Un ancien employé présumé de Worldcoin dénonce publiquement le projet

Un ancien employé présumé de Worldcoin dénonce publiquement le projet

Mercredi dernier, un ancien employé présumé de Worldcoin, Nadir Hajarabi, a publiquement critiqué le comportement du projet populaire Sam Altman. Dans une vidéo YouTube, il a dénoncé avoir pris la décision de se dissocier de l’entreprise après avoir constaté un comportement négatif.

La personne affirme qu’elle était un employé de l’entreprise avant le lancement du token et après le lancement du token. papier blanc a décidé de quitter. Il convient de mentionner que Hajarabi n’a pas divulgué les détails des problèmes qu’il allègue en raison des recommandations de ses conseillers juridiques.

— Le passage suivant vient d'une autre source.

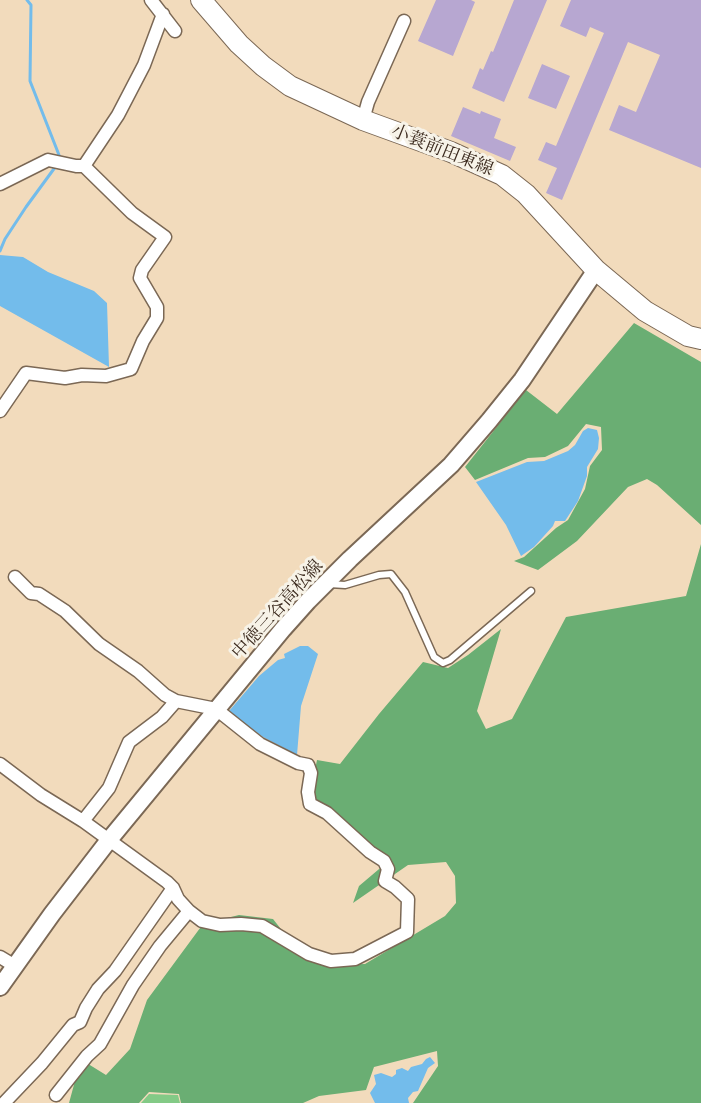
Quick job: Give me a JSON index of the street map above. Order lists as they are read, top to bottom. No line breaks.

Bien qu’il affirme maintenir sa vision positive des objectifs du projet visant à apporter un revenu universel pour tous, il souligne que les problèmes sont scandaleux. En fait, il affirme que les efforts de l’organisation ont été « une exécution horrible et ils méritent tout ce qui va suivre».

Il n’y a pas de clarté sur l’horizon Worldcoin

Pour l’ancien employé de Worldcoin susmentionné, les problèmes internes du projet sont plus importants qu’on ne peut le supposer. Il ajoute qu’il a remarqué le « drapeaux rouges» dès le premier jour où il a travaillé dans l’organisation. Cependant, il affirme avoir décidé de continuer parce qu’il était certain que les échecs n’étaient pas le fruit d’une intention malveillante.

Mais après la sortie de papier blanc les choses sont devenues claires et d’où sa décision de démissionner. Comme déjà mentionné, l’ancien employé présumé de l’entreprise n’a pas donné de détails sur les éléments problématiques dont il a été témoin pendant son séjour au projet Altman.

L’un des éléments les plus notables publiés par Hajarabi est que l’entreprise serait en contact avec les autorités. En revanche, il ne faut pas négliger le fait que la personne ne propose pas de localisation ni les juridictions dans lesquelles elle agit. De plus, au moment de la rédaction de cet article, il n’y a aucune vérification de l’authenticité de son poste au sein de l’organisation.

Quoi qu’il en soit, ce nouvel épisode avec un ancien travailleur présumé est un élément qui brouille encore davantage le paysage de Worldcoin. La firme est sous le feu de l’artillerie de diverses administrations à travers le monde. Les régulateurs de plusieurs pays n’ont pas du tout confiance dans les méthodes de collecte de données personnelles du projet.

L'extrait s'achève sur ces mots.